▸ SUPPLIED ENTRIES:
◆ ◆ ◆ ◆
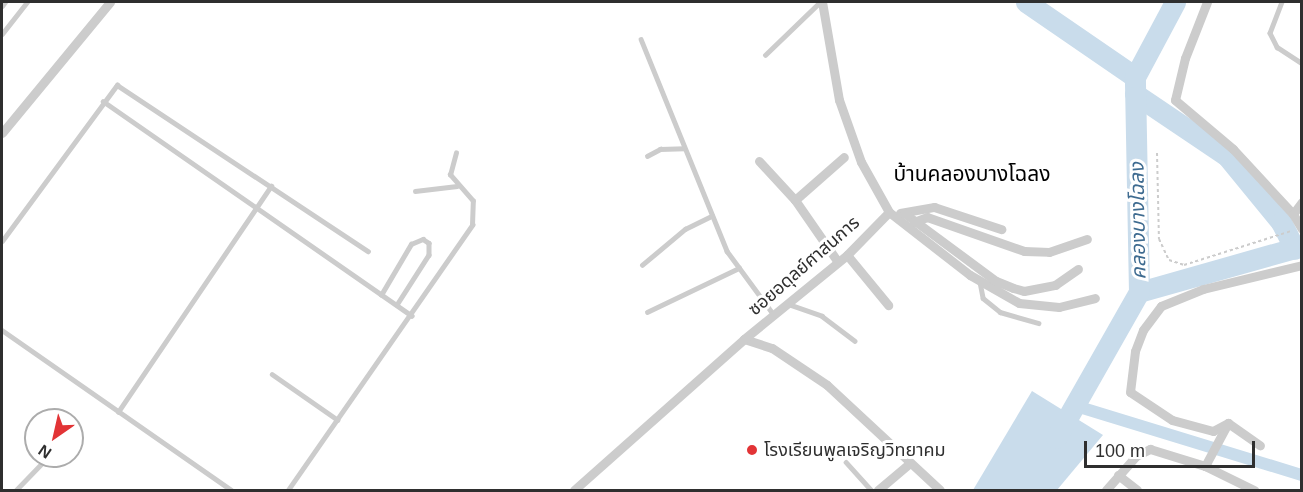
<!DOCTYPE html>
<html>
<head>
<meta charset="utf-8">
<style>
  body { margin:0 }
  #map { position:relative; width:1303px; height:492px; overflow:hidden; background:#fff; font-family:Arial,"Noto Sans Thai",sans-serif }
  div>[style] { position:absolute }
  .water>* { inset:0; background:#c9dceb }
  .canal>* { height:12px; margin:-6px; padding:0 6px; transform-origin:6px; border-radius:6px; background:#c9dceb }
  .river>* { height:21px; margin:-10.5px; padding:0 10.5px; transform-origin:10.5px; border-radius:10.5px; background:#c9dceb }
  .path>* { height:2px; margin-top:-1px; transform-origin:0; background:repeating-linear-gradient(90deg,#ccc 0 3px,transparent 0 6px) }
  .service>* { height:4.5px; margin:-2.25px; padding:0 2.25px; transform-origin:2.25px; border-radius:2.25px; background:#ccc }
  .minor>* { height:9px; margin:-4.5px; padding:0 4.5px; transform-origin:4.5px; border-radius:4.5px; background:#ccc }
  .dots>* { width:16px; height:16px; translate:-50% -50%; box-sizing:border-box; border:3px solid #fff; border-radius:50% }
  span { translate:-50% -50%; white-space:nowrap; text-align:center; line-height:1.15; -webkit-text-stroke:6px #fff; paint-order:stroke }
  .street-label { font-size:18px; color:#2f2f2f }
  .poi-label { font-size:18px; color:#2f2f2f }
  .left { translate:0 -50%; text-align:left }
  .water-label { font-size:20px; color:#3e6b90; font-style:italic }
  .quarter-label { font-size:21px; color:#000 }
  .frame { position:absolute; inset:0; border:3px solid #2f2f2f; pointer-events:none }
  .north { position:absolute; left:24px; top:408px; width:60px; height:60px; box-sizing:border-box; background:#fff; border:2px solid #acacac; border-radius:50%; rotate:214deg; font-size:16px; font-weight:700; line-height:24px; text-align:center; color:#2f2f2f }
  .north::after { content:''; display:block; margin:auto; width:21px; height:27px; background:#e23436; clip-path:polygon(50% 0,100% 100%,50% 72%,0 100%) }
  .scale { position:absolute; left:1084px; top:441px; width:171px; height:27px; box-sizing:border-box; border:3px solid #2f2f2f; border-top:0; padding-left:8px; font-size:18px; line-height:21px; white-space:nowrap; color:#2f2f2f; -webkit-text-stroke:4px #fff; paint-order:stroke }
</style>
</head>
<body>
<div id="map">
  <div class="water">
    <div style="clip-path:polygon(1032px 391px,1103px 435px,1057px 490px,973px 490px)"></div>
  </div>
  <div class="canal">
    <div style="left:1076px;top:406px;width:236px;rotate:17deg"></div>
  </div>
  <div class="river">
    <div style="left:1026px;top:2px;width:132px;rotate:34.5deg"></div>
    <div style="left:1135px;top:94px;width:111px;rotate:34deg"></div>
    <div style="left:1227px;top:156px;width:85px;rotate:50.7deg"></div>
    <div style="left:1281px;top:222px;width:30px;rotate:63deg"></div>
    <div style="left:1139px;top:292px;width:169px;rotate:-15.8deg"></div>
    <div style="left:1056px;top:438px;width:168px;rotate:-60.4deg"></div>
    <div style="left:1139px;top:292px;width:215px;rotate:-91.1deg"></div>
    <div style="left:1135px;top:77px;width:85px;rotate:-61.9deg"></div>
  </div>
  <div class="path">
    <div style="left:1157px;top:153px;width:86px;rotate:88.7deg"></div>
    <div style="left:1159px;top:239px;width:23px;rotate:65deg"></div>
    <div style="left:1169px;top:260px;width:16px;rotate:18deg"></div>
    <div style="left:1184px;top:265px;width:112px;rotate:-17.6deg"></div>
  </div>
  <div class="service">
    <div style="left:1282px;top:2px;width:33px;rotate:111deg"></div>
    <div style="left:1270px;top:33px;width:16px;rotate:63deg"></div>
    <div style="left:1277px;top:47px;width:30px;rotate:33deg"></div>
    <div style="left:2px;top:6px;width:5px;rotate:-53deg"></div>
    <div style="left:2px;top:34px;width:41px;rotate:-52deg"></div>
    <div style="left:641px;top:39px;width:229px;rotate:67.9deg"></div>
    <div style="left:727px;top:251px;width:79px;rotate:53.7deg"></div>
    <div style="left:765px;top:55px;width:76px;rotate:-43.9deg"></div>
    <div style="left:103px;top:101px;width:376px;rotate:34.8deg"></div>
    <div style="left:647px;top:156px;width:15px;rotate:-28deg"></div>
    <div style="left:660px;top:149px;width:24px;rotate:-2deg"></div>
    <div style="left:415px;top:191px;width:42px;rotate:-6.8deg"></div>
    <div style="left:2px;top:241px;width:194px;rotate:-53.6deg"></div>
    <div style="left:117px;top:85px;width:301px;rotate:33.5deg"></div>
    <div style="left:642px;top:265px;width:56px;rotate:-39.9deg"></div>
    <div style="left:685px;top:229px;width:30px;rotate:-26deg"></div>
    <div style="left:980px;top:282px;width:16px;rotate:79deg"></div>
    <div style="left:983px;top:298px;width:22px;rotate:39deg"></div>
    <div style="left:1000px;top:312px;width:40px;rotate:16deg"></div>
    <div style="left:381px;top:295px;width:59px;rotate:-59.5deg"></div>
    <div style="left:411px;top:244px;width:13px;rotate:-23deg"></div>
    <div style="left:423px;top:239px;width:7px;rotate:34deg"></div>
    <div style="left:429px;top:243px;width:12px;rotate:90deg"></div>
    <div style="left:429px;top:255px;width:59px;rotate:122.6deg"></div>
    <div style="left:788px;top:304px;width:36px;rotate:19deg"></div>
    <div style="left:822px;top:316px;width:41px;rotate:37.1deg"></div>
    <div style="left:647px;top:312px;width:102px;rotate:-25.6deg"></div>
    <div style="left:2px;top:330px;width:279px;rotate:34.9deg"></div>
    <div style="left:272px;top:374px;width:80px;rotate:34.9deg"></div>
    <div style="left:118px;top:412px;width:273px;rotate:-55.9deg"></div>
    <div style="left:846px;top:462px;width:38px;rotate:48deg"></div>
    <div style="left:16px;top:490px;width:47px;rotate:-45.9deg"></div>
    <div style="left:288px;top:490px;width:323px;rotate:-55.2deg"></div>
    <div style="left:472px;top:225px;width:24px;rotate:-88deg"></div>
    <div style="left:473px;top:201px;width:35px;rotate:-131deg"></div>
    <div style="left:450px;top:175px;width:23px;rotate:-75deg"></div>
  </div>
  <div class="minor">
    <div style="left:1207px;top:2px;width:60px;rotate:111.4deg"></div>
    <div style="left:1185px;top:58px;width:43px;rotate:103.4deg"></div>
    <div style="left:1175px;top:100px;width:76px;rotate:40.2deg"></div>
    <div style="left:1233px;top:149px;width:88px;rotate:47.3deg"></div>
    <div style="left:2px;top:133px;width:170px;rotate:-50.5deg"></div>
    <div style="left:759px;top:161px;width:53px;rotate:47.3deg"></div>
    <div style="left:795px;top:200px;width:75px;rotate:55.3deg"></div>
    <div style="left:795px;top:200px;width:65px;rotate:-41.3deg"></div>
    <div style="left:1302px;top:202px;width:15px;rotate:127deg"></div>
    <div style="left:1293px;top:214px;width:17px;rotate:59deg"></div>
    <div style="left:889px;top:212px;width:103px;rotate:37.9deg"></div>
    <div style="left:970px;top:275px;width:56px;rotate:29.7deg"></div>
    <div style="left:1019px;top:303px;width:40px;rotate:5.7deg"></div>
    <div style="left:1059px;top:307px;width:37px;rotate:-14deg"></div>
    <div style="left:900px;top:213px;width:35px;rotate:-10deg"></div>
    <div style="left:934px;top:207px;width:71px;rotate:18.2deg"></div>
    <div style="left:904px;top:213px;width:114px;rotate:36.5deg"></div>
    <div style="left:996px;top:281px;width:18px;rotate:22deg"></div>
    <div style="left:1013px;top:288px;width:11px;rotate:15deg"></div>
    <div style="left:1024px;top:291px;width:32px;rotate:-11deg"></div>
    <div style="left:1055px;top:285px;width:28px;rotate:-35deg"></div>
    <div style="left:914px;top:222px;width:14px;rotate:-21deg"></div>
    <div style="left:927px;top:217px;width:103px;rotate:19.3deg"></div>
    <div style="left:1024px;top:251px;width:25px;rotate:2deg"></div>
    <div style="left:1049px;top:252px;width:40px;rotate:-18.9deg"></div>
    <div style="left:847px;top:255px;width:65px;rotate:50.6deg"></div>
    <div style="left:744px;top:339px;width:29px;rotate:18deg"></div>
    <div style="left:772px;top:348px;width:66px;rotate:33.9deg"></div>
    <div style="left:827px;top:385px;width:154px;rotate:42.9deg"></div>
    <div style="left:1228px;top:423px;width:39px;rotate:35deg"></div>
    <div style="left:1205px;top:466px;width:49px;rotate:-61.9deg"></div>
    <div style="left:1228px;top:423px;width:17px;rotate:152deg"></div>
    <div style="left:1213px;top:431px;width:42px;rotate:-165deg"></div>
    <div style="left:1172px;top:420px;width:50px;rotate:-146.3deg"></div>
    <div style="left:1130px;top:392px;width:41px;rotate:-83deg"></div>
    <div style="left:1135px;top:351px;width:22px;rotate:-69deg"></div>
    <div style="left:1143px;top:330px;width:30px;rotate:-53deg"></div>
    <div style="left:1161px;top:306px;width:45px;rotate:-22deg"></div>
    <div style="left:1203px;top:289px;width:102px;rotate:-13.6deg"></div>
    <div style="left:1118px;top:475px;width:24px;rotate:38deg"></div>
    <div style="left:574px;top:490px;width:227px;rotate:-41.6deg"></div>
    <div style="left:744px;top:339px;width:133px;rotate:-39.2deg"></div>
    <div style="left:847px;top:255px;width:60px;rotate:-45.7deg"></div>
    <div style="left:889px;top:212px;width:57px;rotate:-119.2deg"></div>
    <div style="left:861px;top:162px;width:66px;rotate:-109.5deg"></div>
    <div style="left:839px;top:100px;width:99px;rotate:-99.8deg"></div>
    <div style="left:878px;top:490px;width:42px;rotate:-40.2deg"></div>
    <div style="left:1106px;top:490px;width:45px;rotate:-48.6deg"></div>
    <div style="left:1136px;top:456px;width:16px;rotate:-27deg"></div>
    <div style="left:1150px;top:449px;width:58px;rotate:17.2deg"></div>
    <div style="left:1205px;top:466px;width:55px;rotate:26.1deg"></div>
  </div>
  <div class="dots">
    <div style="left:752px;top:450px;background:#e23436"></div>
  </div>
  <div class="street-label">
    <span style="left:804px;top:266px;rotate:-41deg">ซอยอดุลย์ศาสนการ</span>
  </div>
  <div class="poi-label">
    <span class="left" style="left:764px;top:450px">โรงเรียนพูลเจริญวิทยาคม</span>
  </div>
  <div class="water-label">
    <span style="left:1138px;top:221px;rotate:-91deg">คลองบางโฉลง</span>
  </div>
  <div class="quarter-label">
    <span style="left:972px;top:174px">บ้านคลองบางโฉลง</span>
  </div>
  <div class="frame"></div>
  <div class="north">N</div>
  <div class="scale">100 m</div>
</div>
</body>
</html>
◆ ◆ ◆ ◆
▸ EXERCISE PROMPT: Could you set down, word for word, only the lines above from the line with "position:relative; width:1303px; height:492px;" to the line with "height:2px; margin-top:-1px; transform-origin:0;", including both?

▸ RESPONSE:
  #map { position:relative; width:1303px; height:492px; overflow:hidden; background:#fff; font-family:Arial,"Noto Sans Thai",sans-serif }
  div>[style] { position:absolute }
  .water>* { inset:0; background:#c9dceb }
  .canal>* { height:12px; margin:-6px; padding:0 6px; transform-origin:6px; border-radius:6px; background:#c9dceb }
  .river>* { height:21px; margin:-10.5px; padding:0 10.5px; transform-origin:10.5px; border-radius:10.5px; background:#c9dceb }
  .path>* { height:2px; margin-top:-1px; transform-origin:0; background:repeating-linear-gradient(90deg,#ccc 0 3px,transparent 0 6px) }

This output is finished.